Lecture 3 - Organised Global Capitalism Flashcards
What is Capitalism
An economic and political system in which a country’s trade and industry are controlled by private owners for profit, rather than by the state.
When was organised capitalism (years)
1900s to mid-1970s
What is organised global capitalisation
‘Organization’ of production, labour and consumption - Capitalism – factories at the centre of everything, ‘all under one roof’ processes of production
What was the era also called
‘Golden Age’ of Fordism – system eventually collapsed after this
What set boundaries of organised global capitalism
Keynesianism
What did Keynesianism do
Set boundaries of organised global capitalism
What sector currently drives the economy and what was it in the past
The service sector drives the economy, used to be about manufacturing tangible commodities and goods
Who was F W Taylor (1856-1915)
One of the first people to study rationalisation of the process of production, and economies, and efficiencies
Who studies the study rationalisation of economies
F W Taylor (1856-1815)
What is taylorism
The study of Taylors work / theories are called
What did Taylor find out about the rationalisation of economies
- Time and motion analysis – tiny changes in efficiencies at a small scale, can scale up and lead to larger efficiencies at a manufacturing and productive scale
- Standardisation & a de-skilled labour process
- Re-integration of the production process
- Time & motion analysis of production
- Technical division of labour
Who was Henry Ford
One of the most important figures in economic history – was a business owner not an academic
But put the theories of people such as Taylor into practise
What did Henry Ford do
Founded Ford Motor Company in 1903
Features of Ford Cars (Henry Ford)
All cars were similar / same looking, homogenous (drove down the costs of the product = increase affordability)

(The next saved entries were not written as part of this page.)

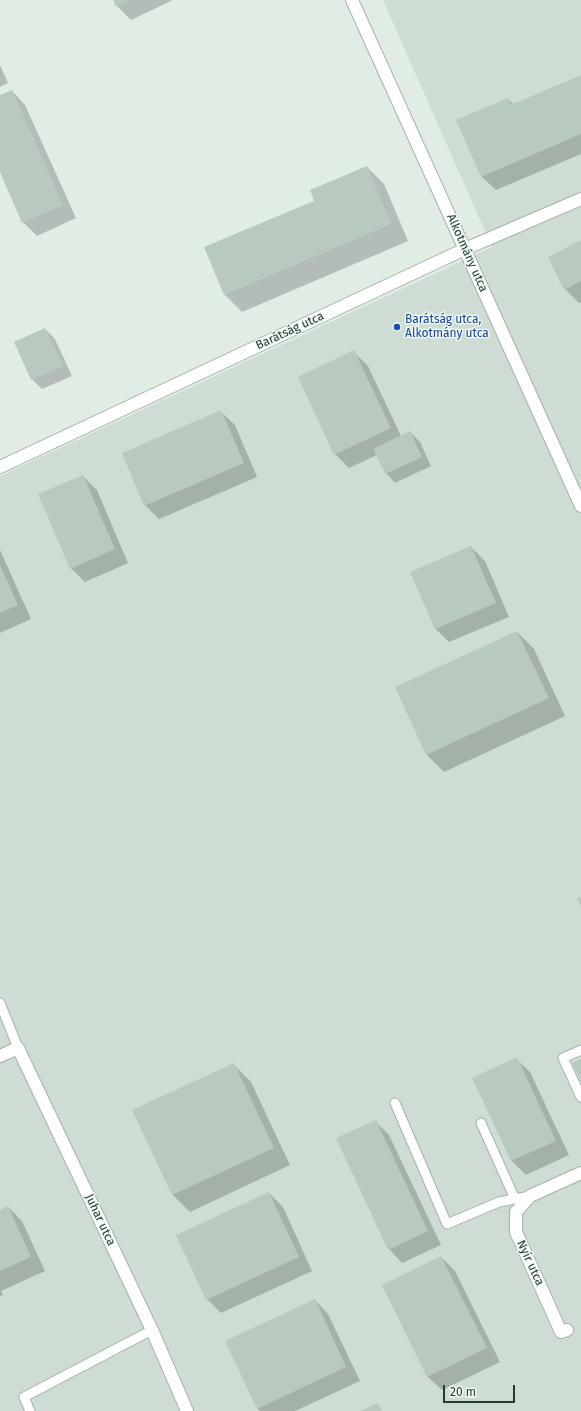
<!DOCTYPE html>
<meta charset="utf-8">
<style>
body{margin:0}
#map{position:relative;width:581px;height:1411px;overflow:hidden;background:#e0ece4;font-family:"Fira Sans",sans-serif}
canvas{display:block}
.scale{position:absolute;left:443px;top:1385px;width:72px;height:18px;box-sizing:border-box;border:2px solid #203d2f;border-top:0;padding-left:5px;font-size:12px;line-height:14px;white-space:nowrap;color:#203d2f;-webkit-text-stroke:3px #f1f8f3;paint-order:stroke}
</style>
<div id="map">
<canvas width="581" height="1411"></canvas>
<div class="scale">20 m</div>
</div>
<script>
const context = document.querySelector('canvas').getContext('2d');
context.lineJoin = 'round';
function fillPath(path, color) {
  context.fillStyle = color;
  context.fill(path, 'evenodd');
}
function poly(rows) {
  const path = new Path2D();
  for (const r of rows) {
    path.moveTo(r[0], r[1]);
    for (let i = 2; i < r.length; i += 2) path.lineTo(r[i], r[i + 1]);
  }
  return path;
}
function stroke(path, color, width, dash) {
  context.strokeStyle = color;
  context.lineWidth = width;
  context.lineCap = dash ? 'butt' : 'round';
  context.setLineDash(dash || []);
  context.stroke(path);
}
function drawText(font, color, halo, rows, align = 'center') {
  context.font = font + ' "Fira Sans",sans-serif';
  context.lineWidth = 3;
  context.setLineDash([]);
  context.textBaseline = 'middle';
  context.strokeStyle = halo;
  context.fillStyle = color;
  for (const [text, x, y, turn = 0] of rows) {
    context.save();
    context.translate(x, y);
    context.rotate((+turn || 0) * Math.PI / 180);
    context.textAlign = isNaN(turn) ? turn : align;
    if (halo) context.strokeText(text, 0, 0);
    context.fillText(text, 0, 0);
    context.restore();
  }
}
fillPath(poly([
 [383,0,581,0,581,1411,0,1411,0,476,492,247]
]), '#cedcd3');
fillPath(poly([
 [114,0,173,0,131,20,117,6],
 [0,65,8,83,0,87],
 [581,76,581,154,496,190,482,177,458,120,508,99,514,105],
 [12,91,25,105,76,218,37,236,23,222,0,170,0,96],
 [367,167,384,184,408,241,242,312,224,294,315,201],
 [581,241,581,302,579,303,565,289],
 [45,329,55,339,72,376,42,389,32,379,15,342],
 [354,352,368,366,401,436,410,432,420,442,431,466,395,483,386,473,377,455,349,468,335,454],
 [221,412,235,425,257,477,159,519,145,505],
 [83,476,97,490,128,563,85,582,71,568],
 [471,547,485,561,509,617,449,642,435,628],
 [0,550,31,619,0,633],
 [517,632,534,649,565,716,444,772,427,755,396,688],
 [516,1059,530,1072,569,1155,526,1175,512,1161,473,1078],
 [234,1065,251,1082,290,1165,190,1212,173,1195,134,1111],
 [375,1121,389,1135,441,1245,402,1263,389,1249],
 [269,1193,283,1207,312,1271,221,1313,207,1299],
 [8,1207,22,1221,45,1271,1,1291,3,1295,0,1296,0,1211],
 [441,1257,455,1271,500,1362,442,1390,428,1377,383,1286],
 [315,1300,328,1314,360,1381,295,1411,260,1411,257,1408]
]), '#0003');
fillPath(poly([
 [113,0,130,0,116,7],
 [581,75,581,134,481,177,456,120,508,98,511,105],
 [12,90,63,205,22,223,0,172,0,95],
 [367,166,391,224,224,295,204,247,314,201,310,190],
 [581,240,581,281,564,290,548,257],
 [45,328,63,366,31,380,14,342],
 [354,350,391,428,334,455,298,377],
 [221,410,244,463,144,506,122,453],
 [410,431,422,457,385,474,373,449],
 [83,475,115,549,70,569,38,494],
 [471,546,496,603,435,629,410,572],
 [0,565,18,605,0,613],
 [517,631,549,698,426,755,395,687],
 [581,897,581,907,577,898],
 [517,1057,556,1141,511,1161,472,1078],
 [581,1059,581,1081,572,1063],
 [234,1063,274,1148,172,1195,132,1110],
 [376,1120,428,1231,388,1250,336,1138],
 [269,1192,299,1257,206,1300,176,1235],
 [8,1206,31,1257,0,1271,0,1210],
 [441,1256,487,1348,427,1377,382,1285],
 [315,1299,346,1367,257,1409,225,1341],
 [378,1403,382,1411,360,1411]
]), '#b8cabf');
const service = poly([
 [0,1003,18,1048],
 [581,1050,563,1058,581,1097],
 [395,1103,447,1224,499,1202,530,1196],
 [481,1123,515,1199],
 [30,1411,24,1397,152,1330]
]);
const minor = poly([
 [352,0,581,506],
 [0,467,465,249,581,199],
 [0,1056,18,1048,152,1330,187,1411],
 [567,1330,561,1332,516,1232,516,1212,530,1196,581,1173]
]);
stroke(service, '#a3b4aa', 11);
stroke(minor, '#a3b4aa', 14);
stroke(service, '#fff', 9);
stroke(minor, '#fff', 12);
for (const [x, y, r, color] of [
 [397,327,4,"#1a4fb4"]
]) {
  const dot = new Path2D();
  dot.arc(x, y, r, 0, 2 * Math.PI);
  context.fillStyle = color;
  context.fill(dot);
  stroke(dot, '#f1f8f3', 1.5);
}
drawText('12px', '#203d2f', '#f1f8f3', [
 ["Alkotmány utca",467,253,66],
 ["Barátság utca",290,331,-25],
 ["Juhar utca",100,1220,65],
 ["Nyír utca",530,1263,65]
]);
drawText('12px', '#164399', '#f1f8f3', [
 ["Barátság utca,",405,320],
 ["Alkotmány utca",405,334]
], 'left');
</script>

Ford Cars in America 1918 (Henry Ford)
By 1918 50% of all cars in the USA were ‘Model-T’s
How did Henry Ford treat his workers
He was anti-trade union, welfare capitalist, but paid a sufficient amount to his workers, creation of thousands of jobs:
-Saw this ^ as being key, paid his workers $5 per working day, with 8 hour days, shortening the working day
Henry Ford contribution to economy
- River Rouge Plant, Dearborn Michigan
- 16million square feet of factory floorspace
- Employed over 100,000 people in the 1930s
- The finest example of vertically integrated production
- Coke and iron ore went in one end, cars came out of the other
Characteristics of Fordism: the production process
- Economies of scale
- Mass production of homogeneous products
- Uniformity and standardisation
- Large buffer stocks - just in case production
- Cost reduction through wage control
Characteristics of Fordism: labour
- Single task performance
- Payment per rate job
- High job specification
- Bureaucratic labour hierarchy
- Discipline through pacing the assembly-line
Characteristics of Fordism: space
- Functional spatial hierarchy
- Spatial division of labour
- Consumption organised through urbanisation
Characteristics of Fordism: state
- Collective bargainning
- Socialisation of the welfare state
Characteristics of Fordism: ideology
- Mass consumption
- Modernism
Importance of Fordism
- Enabled commodities to be produced en masse and to a guaranteed standard
- Production of goods could occur ‘under one roof’ rather than being spatially dispersed (eg: vertically integrated)
- Production/labour was fragmented and de-skilled
- Mass production in this fashion enabled mass consumption
Global implications of Fordism
- Mass production diffused across the globe but became concentrated in certain cores (e.g. major cities such as Birmingham/Detroit/etc)
- Products became cheaper opening up new markets for product sale and distribution
- The nation state was vital in managing industrial policy and making a country competitive with other nations
- Social relations transformed markedly – power of the working classes and trade unions increased
What could mass production not exist without
Mass consumption (and vice versa)
What meant that people had a large amount of disposable income
High levels of industrial employment and welfare statism (e.g. NHS, social security)
What drove down prices of goods
Efficiencies of mass production drove prices down rendering goods affordable
How does consumption affect the economy
Consumption becomes vital to economic development and growth globally.